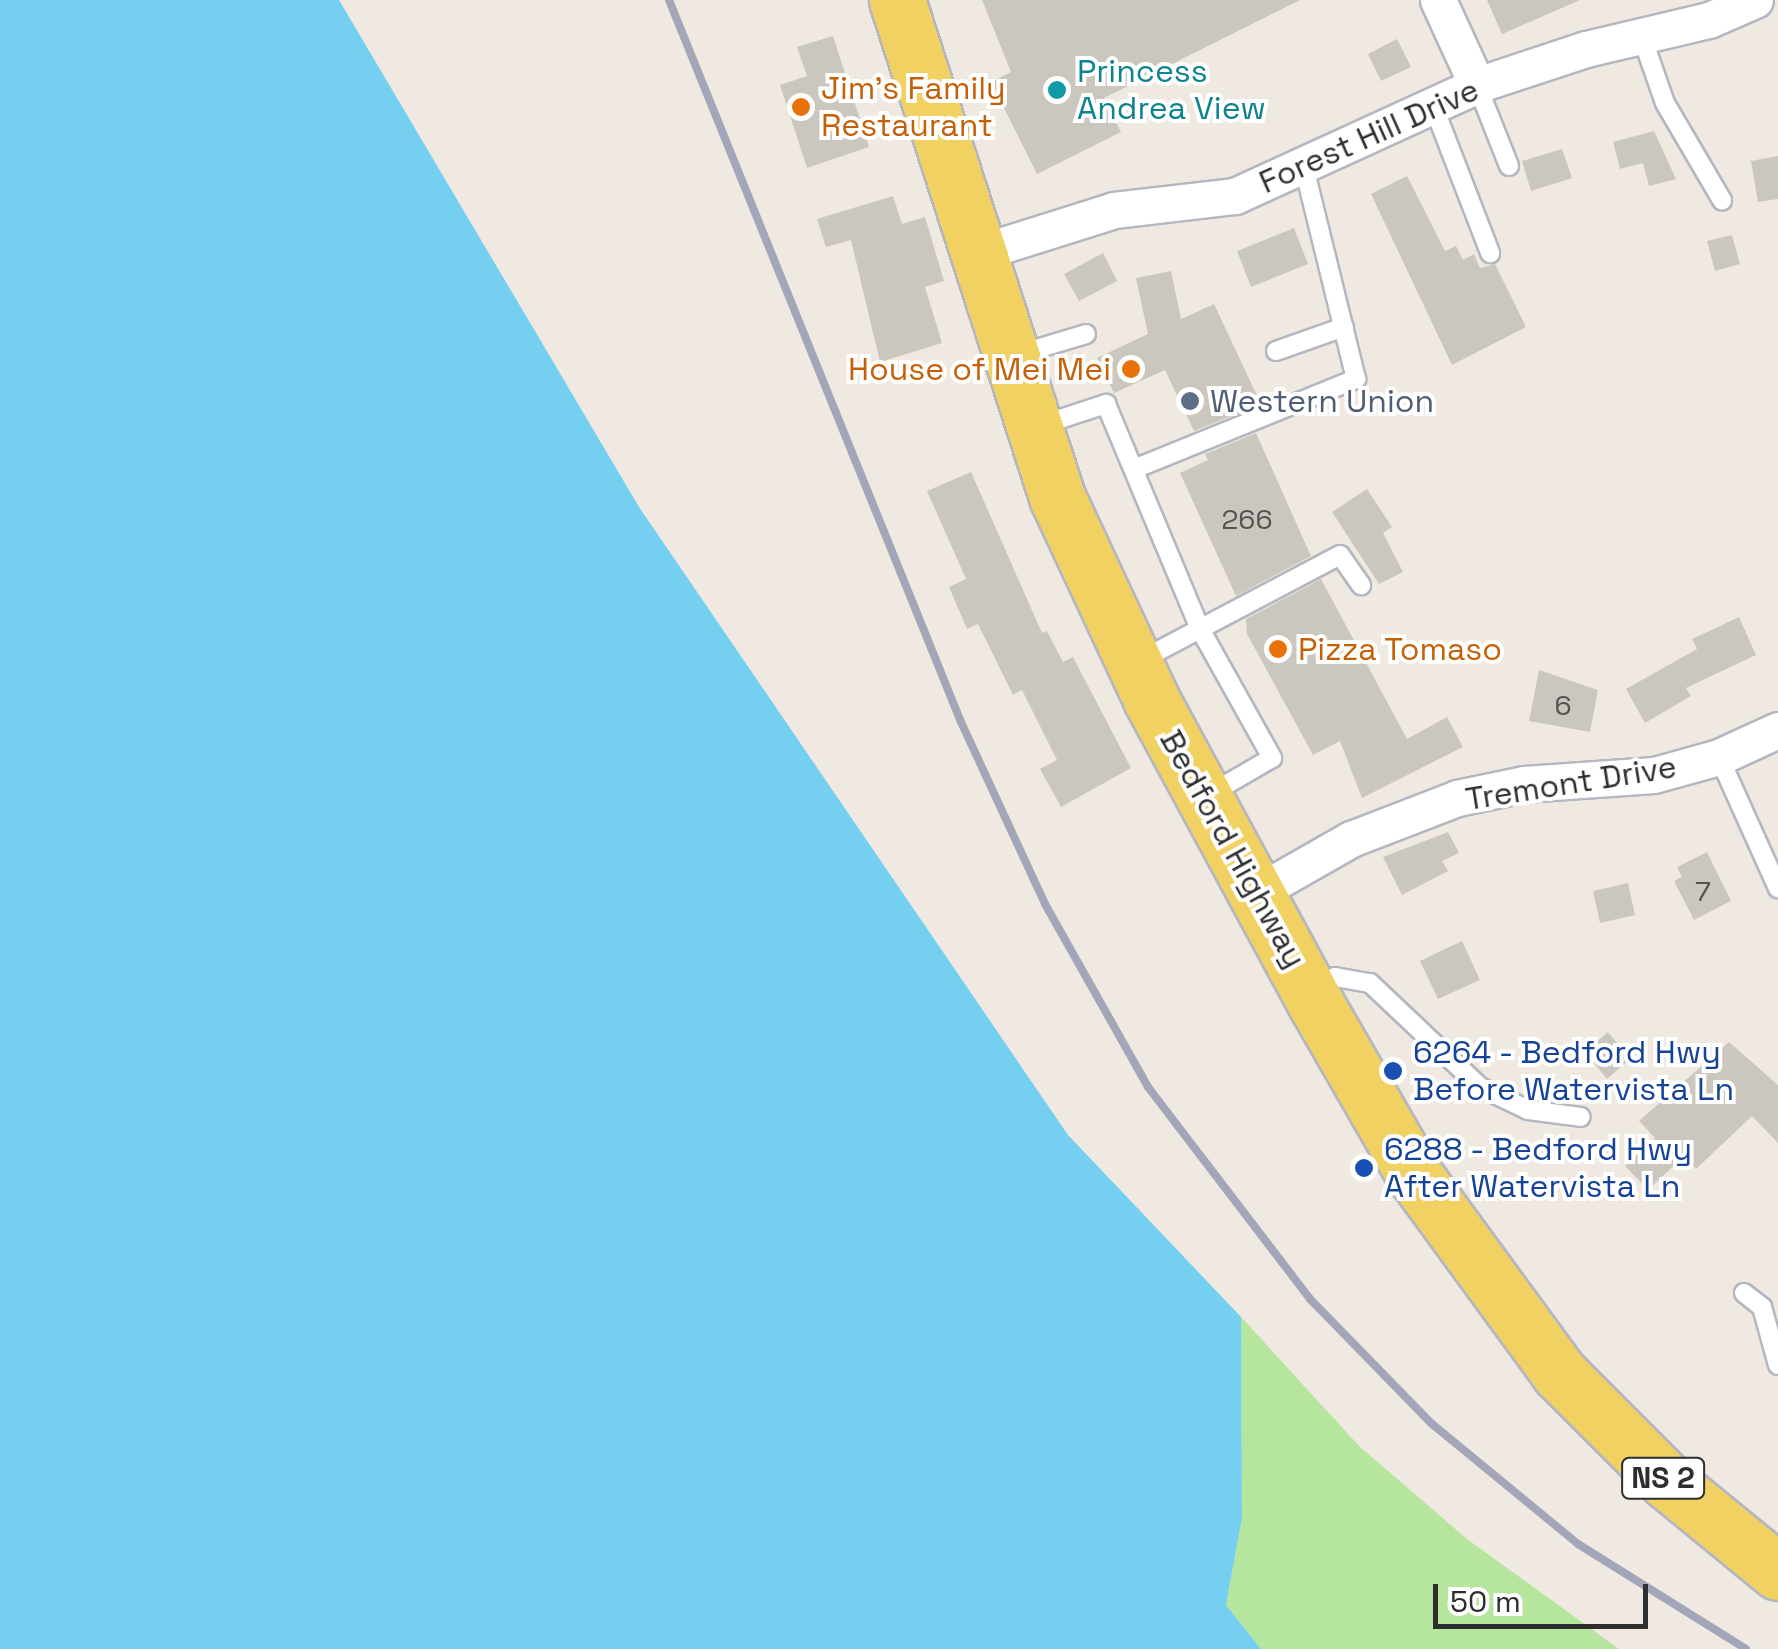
<!DOCTYPE html>
<html>
<head>
<meta charset="utf-8">
<style>
  body { margin:0 }
  #map { position:relative; width:1778px; height:1649px; overflow:hidden; background:#efe9e1; font-family:"Space Grotesk",sans-serif }
  div>[style] { position:absolute }
  .green>* { inset:0; background:#b6e59e }
  .water>* { inset:0; background:#75cff0 }
  .building>* { inset:0; background:#cbc7bf }
  .roads { filter:drop-shadow(2px 0 #b4b7c1) drop-shadow(-2px 0 #b4b7c1) drop-shadow(0 2px #b4b7c1) drop-shadow(0 -2px #b4b7c1) }
  .service>* { height:18px; margin:-9px; padding:0 9px; transform-origin:9px; border-radius:9px; background:#fff }
  .minor>* { height:35px; margin:-17.5px; padding:0 17.5px; transform-origin:17.5px; border-radius:17.5px; background:#fff }
  .primary>* { height:55px; margin:-27.5px; padding:0 27.5px; transform-origin:27.5px; border-radius:27.5px; background:#f2d163 }
  .rail>* { height:8px; margin:-4px; padding:0 4px; transform-origin:4px; border-radius:4px; background:#a3a6b8 }
  .dots>* { width:28px; height:28px; translate:-50% -50%; box-sizing:border-box; border:5px solid #fff; border-radius:50% }
  span { translate:-50% -50%; white-space:nowrap; text-align:center; line-height:1.15; -webkit-text-stroke:8px #fff; paint-order:stroke }
  .number-label { font-size:28px; color:#555452 }
  .number-label span { -webkit-text-stroke-width:0 }
  .shield-label span { padding:2px 8px; background:#fff; border:2px solid; border-radius:8px; -webkit-text-stroke-width:0 }
  .shield-label { font-size:30px; color:#2e2e2e; font-weight:700 }
  .culture-label { font-size:32px; color:#0d838f }
  .left { translate:0 -50%; text-align:left }
  .food-label { font-size:32px; color:#c56008 }
  .right { translate:-100% -50%; text-align:right }
  .street-label { font-size:32px; color:#2e2e2e }
  .service-label { font-size:32px; color:#4e5e75 }
  .transit-label { font-size:32px; color:#164399 }
  .scale { position:absolute; left:1433px; top:1584px; width:215px; height:45px; box-sizing:border-box; border:5px solid #2e2e2e; border-top:0; padding-left:12px; font-size:30px; line-height:35px; white-space:nowrap; color:#2e2e2e; -webkit-text-stroke:8px #fff; paint-order:stroke }
</style>
</head>
<body>
<div id="map">
  <div class="green">
    <i style="clip-path:polygon(1241px 1317px,1360px 1447px,1467px 1539px,1619px 1649px,1261px 1649px,1226px 1605px,1242px 1518px)"></i>
  </div>
  <div class="water">
    <i style="clip-path:polygon(0 0,339px 0,639px 507px,1068px 1135px,1241px 1317px,1242px 1518px,1226px 1605px,1261px 1649px,0 1649px)"></i>
  </div>
  <div class="building">
    <i style="clip-path:polygon(982px 0,1300px 0,1104px 98px,1121px 132px,1037px 174px,991px 82px,1011px 72px)"></i>
    <i style="clip-path:polygon(1487px 0,1580px 0,1502px 34px)"></i>
    <i style="clip-path:polygon(833px 36px,869px 147px,807px 168px,780px 85px,807px 76px,797px 47px)"></i>
    <i style="clip-path:polygon(1397px 39px,1411px 67px,1381px 81px,1368px 54px)"></i>
    <i style="clip-path:polygon(1654px 131px,1676px 179px,1649px 186px,1643px 163px,1620px 169px,1613px 142px)"></i>
    <i style="clip-path:polygon(1562px 149px,1572px 178px,1531px 191px,1522px 161px)"></i>
    <i style="clip-path:polygon(1778px 156px,1778px 199px,1758px 202px,1751px 161px)"></i>
    <i style="clip-path:polygon(1407px 176px,1445px 251px,1456px 246px,1463px 260px,1474px 254px,1480px 268px,1495px 264px,1526px 327px,1452px 365px,1371px 194px)"></i>
    <i style="clip-path:polygon(893px 196px,902px 224px,925px 217px,944px 281px,925px 287px,942px 343px,880px 362px,851px 240px,826px 247px,817px 219px)"></i>
    <i style="clip-path:polygon(1294px 228px,1308px 264px,1251px 287px,1237px 251px)"></i>
    <i style="clip-path:polygon(1732px 235px,1740px 264px,1715px 271px,1707px 241px)"></i>
    <i style="clip-path:polygon(1103px 253px,1117px 281px,1079px 301px,1064px 274px)"></i>
    <i style="clip-path:polygon(1171px 271px,1181px 319px,1214px 304px,1261px 404px,1194px 431px,1165px 370px,1114px 393px,1097px 358px,1148px 334px,1136px 278px)"></i>
    <i style="clip-path:polygon(1256px 433px,1311px 556px,1236px 596px,1180px 473px,1208px 460px,1205px 454px)"></i>
    <i style="clip-path:polygon(971px 472px,1042px 633px,1047px 631px,1063px 662px,1073px 657px,1131px 768px,1061px 807px,1040px 769px,1057px 760px,1022px 690px,1013px 695px,978px 624px,967px 629px,949px 587px,966px 579px,927px 491px)"></i>
    <i style="clip-path:polygon(1367px 489px,1392px 527px,1383px 533px,1403px 572px,1379px 584px,1332px 512px)"></i>
    <i style="clip-path:polygon(1321px 579px,1407px 739px,1447px 717px,1463px 747px,1362px 798px,1340px 741px,1313px 755px,1247px 634px,1246px 619px)"></i>
    <i style="clip-path:polygon(1739px 617px,1756px 655px,1686px 688px,1691px 696px,1645px 723px,1626px 689px,1697px 649px,1692px 639px)"></i>
    <i style="clip-path:polygon(1539px 670px,1598px 690px,1590px 732px,1529px 721px)"></i>
    <i style="clip-path:polygon(1448px 832px,1459px 853px,1442px 861px,1448px 871px,1402px 895px,1383px 857px)"></i>
    <i style="clip-path:polygon(1707px 852px,1731px 901px,1694px 920px,1674px 881px,1682px 877px,1677px 867px)"></i>
    <i style="clip-path:polygon(1628px 883px,1635px 915px,1600px 923px,1593px 891px)"></i>
    <i style="clip-path:polygon(1462px 941px,1480px 980px,1438px 999px,1420px 961px)"></i>
    <i style="clip-path:polygon(1608px 1032px,1630px 1059px,1607px 1079px,1585px 1052px)"></i>
    <i style="clip-path:polygon(1729px 1042px,1778px 1085px,1778px 1143px,1752px 1116px,1696px 1169px,1684px 1156px,1648px 1190px,1625px 1166px,1655px 1138px,1639px 1121px)"></i>
  </div>
  <div class="roads">
    <div class="service">
      <i style="left:1642px;top:37px;width:70px;rotate:70.8deg"></i>
      <i style="left:1665px;top:103px;width:113px;rotate:59.6deg"></i>
      <i style="left:1477px;top:85px;width:87px;rotate:68.4deg"></i>
      <i style="left:1433px;top:105px;width:159px;rotate:68.9deg"></i>
      <i style="left:1276px;top:351px;width:72px;rotate:-19.4deg"></i>
      <i style="left:1016px;top:355px;width:73px;rotate:-16.7deg"></i>
      <i style="left:1039px;top:426px;width:71px;rotate:-18.2deg"></i>
      <i style="left:1106px;top:404px;width:244px;rotate:67.3deg"></i>
      <i style="left:1200px;top:629px;width:148px;rotate:60.8deg"></i>
      <i style="left:1272px;top:758px;width:72px;rotate:149.9deg"></i>
      <i style="left:1134px;top:469px;width:240px;rotate:-22.1deg"></i>
      <i style="left:1356px;top:379px;width:218px;rotate:-103.8deg"></i>
      <i style="left:1141px;top:660px;width:225px;rotate:-27.8deg"></i>
      <i style="left:1340px;top:555px;width:37px;rotate:55deg"></i>
      <i style="left:1719px;top:757px;width:144px;rotate:65.8deg"></i>
      <i style="left:1314px;top:986px;width:23px;rotate:-23deg"></i>
      <i style="left:1335px;top:977px;width:36px;rotate:10deg"></i>
      <i style="left:1370px;top:983px;width:151px;rotate:43.4deg"></i>
      <i style="left:1480px;top:1087px;width:53px;rotate:25.6deg"></i>
      <i style="left:1528px;top:1110px;width:53px;rotate:7.5deg"></i>
      <i style="left:1744px;top:1293px;width:23px;rotate:38deg"></i>
      <i style="left:1762px;top:1307px;width:60px;rotate:74.6deg"></i>
    </div>
    <div class="minor">
      <i style="left:1438px;top:0;width:94px;rotate:65.4deg"></i>
      <i style="left:978px;top:253px;width:143px;rotate:-17.5deg"></i>
      <i style="left:1114px;top:210px;width:122px;rotate:-6.6deg"></i>
      <i style="left:1235px;top:196px;width:266px;rotate:-24.6deg"></i>
      <i style="left:1477px;top:85px;width:115px;rotate:-18.3deg"></i>
      <i style="left:1586px;top:49px;width:126px;rotate:-13.3deg"></i>
      <i style="left:1709px;top:20px;width:50px;rotate:-23.5deg"></i>
      <i style="left:1258px;top:892px;width:107px;rotate:-29.7deg"></i>
      <i style="left:1351px;top:839px;width:114px;rotate:-21.1deg"></i>
      <i style="left:1457px;top:798px;width:68px;rotate:-11.8deg"></i>
      <i style="left:1524px;top:784px;width:130px;rotate:-4deg"></i>
      <i style="left:1654px;top:775px;width:67px;rotate:-15.5deg"></i>
      <i style="left:1719px;top:757px;width:65px;rotate:-24.6deg"></i>
    </div>
    <div class="primary">
      <i style="left:897px;top:0;width:522px;rotate:72.15deg"></i>
      <i style="left:1057px;top:497px;width:223px;rotate:65deg"></i>
      <i style="left:1151px;top:699px;width:347px;rotate:61.6deg"></i>
      <i style="left:1316px;top:1004px;width:198px;rotate:60.1deg"></i>
      <i style="left:1415px;top:1176px;width:244px;rotate:53.8deg"></i>
      <i style="left:1559px;top:1373px;width:154px;rotate:45deg"></i>
      <i style="left:1668px;top:1482px;width:142px;rotate:39.3deg"></i>
    </div>
  </div>
  <div class="rail">
    <i style="left:669px;top:0;width:779px;rotate:67.98deg"></i>
    <i style="left:961px;top:722px;width:200px;rotate:65.2deg"></i>
    <i style="left:1045px;top:904px;width:210px;rotate:60.6deg"></i>
    <i style="left:1148px;top:1087px;width:267px;rotate:52.6deg"></i>
    <i style="left:1310px;top:1299px;width:175px;rotate:45.7deg"></i>
    <i style="left:1432px;top:1424px;width:189px;rotate:39.4deg"></i>
    <i style="left:1578px;top:1544px;width:198px;rotate:32deg"></i>
  </div>
  <div class="dots">
    <i style="left:1057px;top:90px;background:#0f9aa8"></i>
    <i style="left:801px;top:107px;background:#e8710a"></i>
    <i style="left:1131px;top:369px;background:#e8710a"></i>
    <i style="left:1190px;top:401px;background:#5c6f8a"></i>
    <i style="left:1278px;top:649px;background:#e8710a"></i>
    <i style="left:1393px;top:1071px;background:#1a4fb4"></i>
    <i style="left:1364px;top:1168px;background:#1a4fb4"></i>
  </div>
  <div class="number-label">
    <span style="left:1247px;top:519px">266</span>
    <span style="left:1563px;top:705px">6</span>
    <span style="left:1703px;top:891px">7</span>
  </div>
  <div class="shield-label">
    <span style="left:1663px;top:1478px">NS 2</span>
  </div>
  <div class="culture-label">
    <span class="left" style="left:1077px;top:90px">Princess<br>Andrea View</span>
  </div>
  <div class="food-label">
    <span class="left" style="left:821px;top:107px">Jim's Family<br>Restaurant</span>
    <span class="right" style="left:1111px;top:369px">House of Mei Mei</span>
    <span class="left" style="left:1298px;top:649px">Pizza Tomaso</span>
  </div>
  <div class="street-label">
    <span style="left:1369px;top:136px;rotate:-24deg">Forest Hill Drive</span>
    <span style="left:1571px;top:783px;rotate:-9deg">Tremont Drive</span>
    <span style="left:1233px;top:849px;rotate:61deg">Bedford Highway</span>
  </div>
  <div class="service-label">
    <span class="left" style="left:1210px;top:401px">Western Union</span>
  </div>
  <div class="transit-label">
    <span class="left" style="left:1413px;top:1071px">6264 - Bedford Hwy<br>Before Watervista Ln</span>
    <span class="left" style="left:1384px;top:1168px">6288 - Bedford Hwy<br>After Watervista Ln</span>
  </div>
  <div class="scale">50 m</div>
</div>
</body>
</html>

=== Work request ===
Copy out only the lines above from the one with "196px,902px 224px,925px 217px,944px" to the one with "271px,1181px 319px,1214px 304px,1261px", inclusive, exactly as they stand.

=== Exercise answer ===
    <i style="clip-path:polygon(893px 196px,902px 224px,925px 217px,944px 281px,925px 287px,942px 343px,880px 362px,851px 240px,826px 247px,817px 219px)"></i>
    <i style="clip-path:polygon(1294px 228px,1308px 264px,1251px 287px,1237px 251px)"></i>
    <i style="clip-path:polygon(1732px 235px,1740px 264px,1715px 271px,1707px 241px)"></i>
    <i style="clip-path:polygon(1103px 253px,1117px 281px,1079px 301px,1064px 274px)"></i>
    <i style="clip-path:polygon(1171px 271px,1181px 319px,1214px 304px,1261px 404px,1194px 431px,1165px 370px,1114px 393px,1097px 358px,1148px 334px,1136px 278px)"></i>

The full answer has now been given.